With the records below as input, work out how many lines include the word "arrive". Give only the number.

Content starts

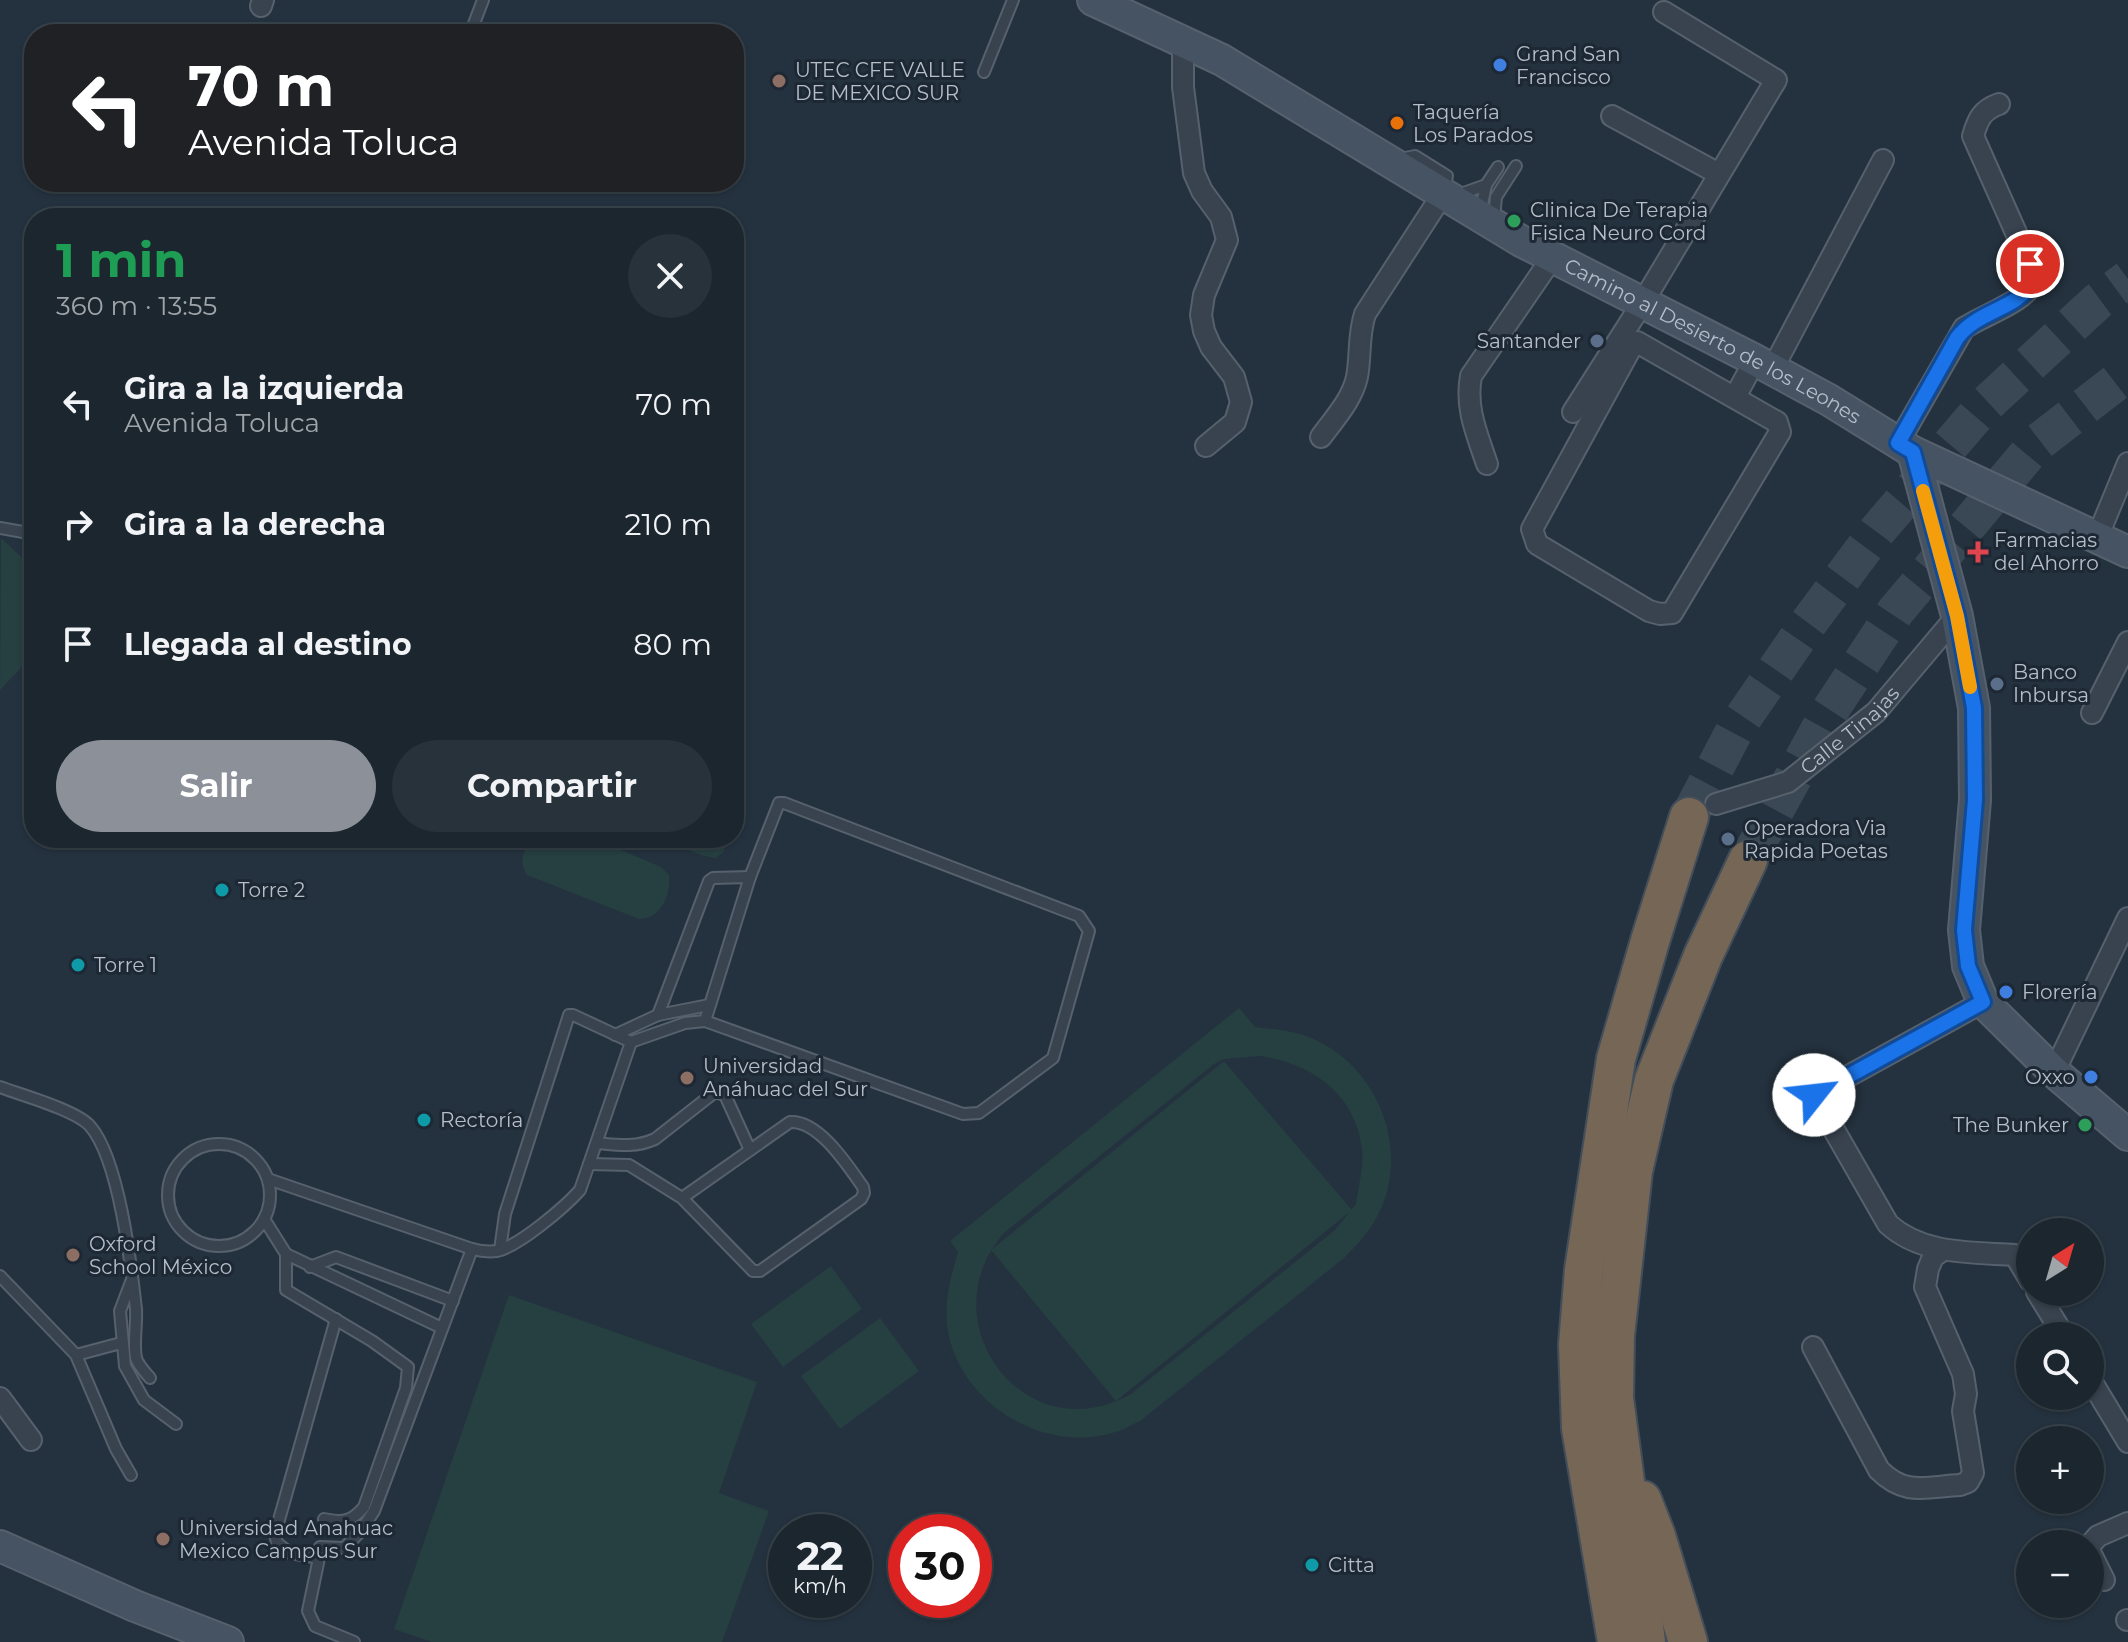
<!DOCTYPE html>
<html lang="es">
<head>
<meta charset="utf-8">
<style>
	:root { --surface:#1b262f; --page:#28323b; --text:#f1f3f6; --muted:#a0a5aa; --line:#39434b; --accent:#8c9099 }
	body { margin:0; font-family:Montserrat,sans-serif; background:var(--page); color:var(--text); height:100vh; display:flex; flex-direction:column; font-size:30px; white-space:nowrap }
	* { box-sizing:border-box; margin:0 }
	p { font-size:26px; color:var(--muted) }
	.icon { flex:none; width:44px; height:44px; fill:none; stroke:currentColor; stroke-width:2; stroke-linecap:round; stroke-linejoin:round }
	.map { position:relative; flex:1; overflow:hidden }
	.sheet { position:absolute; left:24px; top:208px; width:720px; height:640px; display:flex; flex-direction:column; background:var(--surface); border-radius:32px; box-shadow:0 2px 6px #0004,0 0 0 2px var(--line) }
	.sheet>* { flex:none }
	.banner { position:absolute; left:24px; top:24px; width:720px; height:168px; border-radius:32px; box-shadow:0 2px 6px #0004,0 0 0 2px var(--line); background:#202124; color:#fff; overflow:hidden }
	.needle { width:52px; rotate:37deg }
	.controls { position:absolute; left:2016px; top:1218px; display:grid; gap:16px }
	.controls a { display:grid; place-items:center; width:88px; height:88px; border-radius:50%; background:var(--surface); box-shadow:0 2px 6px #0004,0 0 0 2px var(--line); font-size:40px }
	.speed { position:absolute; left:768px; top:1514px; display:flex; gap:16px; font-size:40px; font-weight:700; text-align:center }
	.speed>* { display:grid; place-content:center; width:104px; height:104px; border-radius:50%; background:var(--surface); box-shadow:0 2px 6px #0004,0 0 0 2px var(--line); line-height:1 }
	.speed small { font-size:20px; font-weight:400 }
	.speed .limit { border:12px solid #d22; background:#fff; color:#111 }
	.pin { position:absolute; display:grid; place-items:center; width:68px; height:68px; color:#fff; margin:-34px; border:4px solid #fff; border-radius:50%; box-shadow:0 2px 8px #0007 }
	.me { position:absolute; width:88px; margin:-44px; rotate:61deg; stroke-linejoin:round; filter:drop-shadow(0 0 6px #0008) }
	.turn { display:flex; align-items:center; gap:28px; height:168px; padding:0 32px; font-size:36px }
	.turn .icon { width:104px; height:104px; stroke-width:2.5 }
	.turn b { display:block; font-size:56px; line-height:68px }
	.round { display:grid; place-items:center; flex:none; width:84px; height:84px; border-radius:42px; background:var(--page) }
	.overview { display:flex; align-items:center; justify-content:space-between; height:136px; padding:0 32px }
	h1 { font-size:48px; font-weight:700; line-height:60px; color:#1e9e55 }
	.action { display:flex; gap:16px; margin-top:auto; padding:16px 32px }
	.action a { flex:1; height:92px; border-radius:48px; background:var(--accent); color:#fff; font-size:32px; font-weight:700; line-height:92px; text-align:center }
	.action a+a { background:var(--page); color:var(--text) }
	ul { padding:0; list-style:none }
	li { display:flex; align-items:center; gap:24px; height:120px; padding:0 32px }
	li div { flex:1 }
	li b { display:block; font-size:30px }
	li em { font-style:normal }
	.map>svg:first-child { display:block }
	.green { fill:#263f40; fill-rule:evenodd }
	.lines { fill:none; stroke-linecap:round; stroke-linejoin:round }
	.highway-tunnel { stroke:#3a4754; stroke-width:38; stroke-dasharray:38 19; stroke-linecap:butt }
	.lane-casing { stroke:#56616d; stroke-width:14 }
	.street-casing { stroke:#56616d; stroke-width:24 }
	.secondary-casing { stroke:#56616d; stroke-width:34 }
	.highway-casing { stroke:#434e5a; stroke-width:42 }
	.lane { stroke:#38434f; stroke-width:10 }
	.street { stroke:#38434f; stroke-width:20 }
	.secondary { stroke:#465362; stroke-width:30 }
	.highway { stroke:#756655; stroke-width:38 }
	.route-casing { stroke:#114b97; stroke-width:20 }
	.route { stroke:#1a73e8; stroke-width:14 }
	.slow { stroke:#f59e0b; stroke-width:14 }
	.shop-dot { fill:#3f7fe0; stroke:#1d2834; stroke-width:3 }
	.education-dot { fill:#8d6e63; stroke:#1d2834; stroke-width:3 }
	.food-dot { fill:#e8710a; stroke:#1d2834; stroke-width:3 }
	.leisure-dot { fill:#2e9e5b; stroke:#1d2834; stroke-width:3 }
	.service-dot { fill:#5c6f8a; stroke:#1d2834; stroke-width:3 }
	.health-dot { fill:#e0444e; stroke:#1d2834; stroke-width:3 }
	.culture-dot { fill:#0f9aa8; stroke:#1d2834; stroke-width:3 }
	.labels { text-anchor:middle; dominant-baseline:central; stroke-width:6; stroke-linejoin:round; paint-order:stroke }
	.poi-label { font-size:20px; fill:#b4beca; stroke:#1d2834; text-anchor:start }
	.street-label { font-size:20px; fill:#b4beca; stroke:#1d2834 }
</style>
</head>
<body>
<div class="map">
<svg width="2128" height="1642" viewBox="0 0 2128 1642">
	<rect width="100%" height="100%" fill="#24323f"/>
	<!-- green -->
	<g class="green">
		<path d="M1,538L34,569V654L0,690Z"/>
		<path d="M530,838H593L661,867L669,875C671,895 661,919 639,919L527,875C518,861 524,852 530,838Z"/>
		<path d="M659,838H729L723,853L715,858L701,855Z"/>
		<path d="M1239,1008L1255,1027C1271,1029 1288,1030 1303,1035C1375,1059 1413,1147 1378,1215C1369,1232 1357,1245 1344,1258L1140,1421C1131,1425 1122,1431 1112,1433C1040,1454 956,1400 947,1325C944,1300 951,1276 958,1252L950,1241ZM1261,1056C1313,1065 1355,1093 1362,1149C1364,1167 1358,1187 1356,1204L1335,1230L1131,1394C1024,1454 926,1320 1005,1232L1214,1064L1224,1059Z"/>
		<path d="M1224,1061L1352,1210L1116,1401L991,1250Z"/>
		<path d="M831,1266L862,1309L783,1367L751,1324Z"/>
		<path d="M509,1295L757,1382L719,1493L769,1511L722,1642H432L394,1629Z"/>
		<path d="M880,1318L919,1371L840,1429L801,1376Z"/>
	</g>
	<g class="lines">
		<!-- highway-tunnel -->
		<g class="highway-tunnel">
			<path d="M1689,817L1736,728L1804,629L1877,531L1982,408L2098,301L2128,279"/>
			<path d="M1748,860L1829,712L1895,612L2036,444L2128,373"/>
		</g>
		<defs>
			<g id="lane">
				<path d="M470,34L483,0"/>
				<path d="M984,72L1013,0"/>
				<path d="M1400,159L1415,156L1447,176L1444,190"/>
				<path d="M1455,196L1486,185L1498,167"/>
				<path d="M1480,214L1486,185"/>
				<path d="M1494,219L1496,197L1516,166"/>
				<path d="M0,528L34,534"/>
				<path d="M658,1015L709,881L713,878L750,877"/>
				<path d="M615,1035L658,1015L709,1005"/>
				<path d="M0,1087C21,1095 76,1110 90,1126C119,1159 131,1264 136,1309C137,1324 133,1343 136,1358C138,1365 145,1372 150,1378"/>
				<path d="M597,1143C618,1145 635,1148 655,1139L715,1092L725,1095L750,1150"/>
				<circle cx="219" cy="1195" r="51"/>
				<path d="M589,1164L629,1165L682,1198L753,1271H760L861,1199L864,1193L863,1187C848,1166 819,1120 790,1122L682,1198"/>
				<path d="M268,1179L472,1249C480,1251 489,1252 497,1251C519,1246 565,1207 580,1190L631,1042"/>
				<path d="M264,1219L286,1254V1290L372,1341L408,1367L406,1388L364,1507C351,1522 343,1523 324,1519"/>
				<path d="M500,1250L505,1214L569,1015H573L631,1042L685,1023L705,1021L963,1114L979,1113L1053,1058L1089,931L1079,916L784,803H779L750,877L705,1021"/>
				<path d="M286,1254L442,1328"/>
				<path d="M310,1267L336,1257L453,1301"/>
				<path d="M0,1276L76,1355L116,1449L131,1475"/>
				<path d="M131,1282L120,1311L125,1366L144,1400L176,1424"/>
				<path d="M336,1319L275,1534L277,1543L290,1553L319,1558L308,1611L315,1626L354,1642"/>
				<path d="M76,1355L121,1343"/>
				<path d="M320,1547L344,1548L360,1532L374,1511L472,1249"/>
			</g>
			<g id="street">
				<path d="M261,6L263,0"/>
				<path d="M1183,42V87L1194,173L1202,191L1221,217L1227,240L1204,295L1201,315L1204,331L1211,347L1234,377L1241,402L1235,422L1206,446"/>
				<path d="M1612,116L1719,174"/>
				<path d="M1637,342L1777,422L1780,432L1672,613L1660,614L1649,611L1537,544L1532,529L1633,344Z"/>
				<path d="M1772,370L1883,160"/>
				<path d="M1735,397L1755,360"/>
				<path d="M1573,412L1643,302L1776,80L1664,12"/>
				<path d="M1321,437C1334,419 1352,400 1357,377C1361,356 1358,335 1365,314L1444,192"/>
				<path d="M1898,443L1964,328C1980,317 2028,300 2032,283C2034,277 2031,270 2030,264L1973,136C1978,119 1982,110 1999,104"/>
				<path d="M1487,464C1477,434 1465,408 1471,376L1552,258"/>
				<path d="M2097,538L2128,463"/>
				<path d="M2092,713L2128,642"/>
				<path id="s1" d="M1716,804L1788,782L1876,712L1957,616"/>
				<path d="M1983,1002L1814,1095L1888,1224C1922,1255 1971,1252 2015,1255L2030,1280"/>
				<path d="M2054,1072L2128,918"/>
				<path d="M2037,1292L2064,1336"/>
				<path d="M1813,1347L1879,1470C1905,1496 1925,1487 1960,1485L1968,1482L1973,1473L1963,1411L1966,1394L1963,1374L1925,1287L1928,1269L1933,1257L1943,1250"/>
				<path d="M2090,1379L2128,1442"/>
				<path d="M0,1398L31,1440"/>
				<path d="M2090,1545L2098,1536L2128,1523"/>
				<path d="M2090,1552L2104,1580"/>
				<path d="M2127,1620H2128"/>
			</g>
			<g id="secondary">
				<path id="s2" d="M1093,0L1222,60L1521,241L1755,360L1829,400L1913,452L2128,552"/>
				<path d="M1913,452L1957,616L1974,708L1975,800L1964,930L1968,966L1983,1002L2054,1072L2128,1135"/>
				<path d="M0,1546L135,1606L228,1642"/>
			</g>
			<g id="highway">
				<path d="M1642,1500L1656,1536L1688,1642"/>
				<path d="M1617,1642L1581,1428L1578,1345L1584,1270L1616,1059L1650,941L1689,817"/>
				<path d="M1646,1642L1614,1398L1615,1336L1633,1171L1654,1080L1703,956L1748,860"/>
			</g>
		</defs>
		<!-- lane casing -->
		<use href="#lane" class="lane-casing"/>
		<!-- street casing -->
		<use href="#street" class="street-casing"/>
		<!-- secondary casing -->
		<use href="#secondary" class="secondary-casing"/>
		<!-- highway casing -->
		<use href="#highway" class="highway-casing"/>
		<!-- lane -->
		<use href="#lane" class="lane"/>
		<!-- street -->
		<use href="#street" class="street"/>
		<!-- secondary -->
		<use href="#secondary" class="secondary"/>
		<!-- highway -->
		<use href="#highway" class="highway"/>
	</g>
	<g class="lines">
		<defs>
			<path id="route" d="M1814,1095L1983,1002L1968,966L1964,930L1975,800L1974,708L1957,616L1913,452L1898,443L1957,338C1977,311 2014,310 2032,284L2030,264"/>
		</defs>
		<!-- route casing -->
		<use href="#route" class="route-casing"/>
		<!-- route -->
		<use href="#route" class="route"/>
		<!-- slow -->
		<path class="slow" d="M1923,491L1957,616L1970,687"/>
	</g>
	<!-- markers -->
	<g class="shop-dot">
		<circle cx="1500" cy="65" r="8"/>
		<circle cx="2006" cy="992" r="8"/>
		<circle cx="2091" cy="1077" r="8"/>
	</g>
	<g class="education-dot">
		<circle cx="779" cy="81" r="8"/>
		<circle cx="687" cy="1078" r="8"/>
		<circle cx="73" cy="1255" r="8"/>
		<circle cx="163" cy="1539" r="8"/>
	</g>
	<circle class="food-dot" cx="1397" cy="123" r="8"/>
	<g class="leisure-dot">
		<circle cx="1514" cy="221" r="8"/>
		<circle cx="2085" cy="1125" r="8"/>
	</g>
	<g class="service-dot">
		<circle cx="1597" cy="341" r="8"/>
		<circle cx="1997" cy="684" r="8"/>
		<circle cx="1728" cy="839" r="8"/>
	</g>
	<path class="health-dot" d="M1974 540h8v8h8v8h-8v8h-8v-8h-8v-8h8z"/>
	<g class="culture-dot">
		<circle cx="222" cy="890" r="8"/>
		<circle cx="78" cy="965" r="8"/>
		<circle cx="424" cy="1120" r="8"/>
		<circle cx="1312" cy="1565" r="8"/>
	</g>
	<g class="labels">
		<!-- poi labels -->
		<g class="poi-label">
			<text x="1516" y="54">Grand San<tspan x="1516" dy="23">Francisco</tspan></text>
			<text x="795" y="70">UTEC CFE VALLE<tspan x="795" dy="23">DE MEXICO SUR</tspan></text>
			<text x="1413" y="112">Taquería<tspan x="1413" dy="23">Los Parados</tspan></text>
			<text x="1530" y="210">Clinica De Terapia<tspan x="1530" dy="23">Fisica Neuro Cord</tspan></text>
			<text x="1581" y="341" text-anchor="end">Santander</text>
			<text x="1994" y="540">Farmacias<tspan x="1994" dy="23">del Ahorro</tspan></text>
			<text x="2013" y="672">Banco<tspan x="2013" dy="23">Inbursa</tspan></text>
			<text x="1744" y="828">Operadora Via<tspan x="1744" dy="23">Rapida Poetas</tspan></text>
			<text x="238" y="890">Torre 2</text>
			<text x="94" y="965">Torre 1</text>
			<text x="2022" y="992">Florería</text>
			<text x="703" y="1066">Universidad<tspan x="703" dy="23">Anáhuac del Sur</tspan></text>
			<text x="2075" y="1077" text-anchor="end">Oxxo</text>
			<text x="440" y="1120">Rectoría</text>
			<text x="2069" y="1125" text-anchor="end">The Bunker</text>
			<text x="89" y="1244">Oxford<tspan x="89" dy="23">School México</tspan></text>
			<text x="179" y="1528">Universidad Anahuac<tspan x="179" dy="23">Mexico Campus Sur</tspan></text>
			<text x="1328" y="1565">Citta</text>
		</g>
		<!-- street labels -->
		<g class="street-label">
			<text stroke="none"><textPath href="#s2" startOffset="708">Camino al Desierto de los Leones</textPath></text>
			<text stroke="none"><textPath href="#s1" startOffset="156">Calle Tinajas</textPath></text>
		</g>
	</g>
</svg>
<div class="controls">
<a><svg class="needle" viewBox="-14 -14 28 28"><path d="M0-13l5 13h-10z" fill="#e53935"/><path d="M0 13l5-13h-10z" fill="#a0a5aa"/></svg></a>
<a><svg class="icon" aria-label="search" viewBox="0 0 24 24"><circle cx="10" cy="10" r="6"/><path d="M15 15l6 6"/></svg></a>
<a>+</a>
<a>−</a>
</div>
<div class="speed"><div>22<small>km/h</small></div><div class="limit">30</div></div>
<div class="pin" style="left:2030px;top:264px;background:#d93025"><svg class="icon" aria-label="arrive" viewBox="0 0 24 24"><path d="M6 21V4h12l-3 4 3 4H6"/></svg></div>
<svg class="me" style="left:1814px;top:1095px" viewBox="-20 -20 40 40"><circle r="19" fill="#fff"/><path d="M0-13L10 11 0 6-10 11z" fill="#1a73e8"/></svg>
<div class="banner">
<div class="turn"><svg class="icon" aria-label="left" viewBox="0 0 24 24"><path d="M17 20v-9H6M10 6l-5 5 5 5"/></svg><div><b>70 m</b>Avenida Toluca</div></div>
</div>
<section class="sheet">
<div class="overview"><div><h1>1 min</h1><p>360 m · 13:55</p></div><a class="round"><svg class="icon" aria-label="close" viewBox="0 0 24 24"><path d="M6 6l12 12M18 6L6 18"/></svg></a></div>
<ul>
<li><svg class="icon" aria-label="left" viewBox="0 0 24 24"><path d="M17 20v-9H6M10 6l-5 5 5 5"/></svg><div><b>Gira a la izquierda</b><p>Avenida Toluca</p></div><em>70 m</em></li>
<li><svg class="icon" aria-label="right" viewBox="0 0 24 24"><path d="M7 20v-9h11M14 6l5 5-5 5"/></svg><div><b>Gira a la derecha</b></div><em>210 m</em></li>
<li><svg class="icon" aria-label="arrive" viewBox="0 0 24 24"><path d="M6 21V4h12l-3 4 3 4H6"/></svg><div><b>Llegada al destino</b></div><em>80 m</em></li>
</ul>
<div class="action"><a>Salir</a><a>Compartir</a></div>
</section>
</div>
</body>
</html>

Content ends

◆ **Answer for this exercise**: 2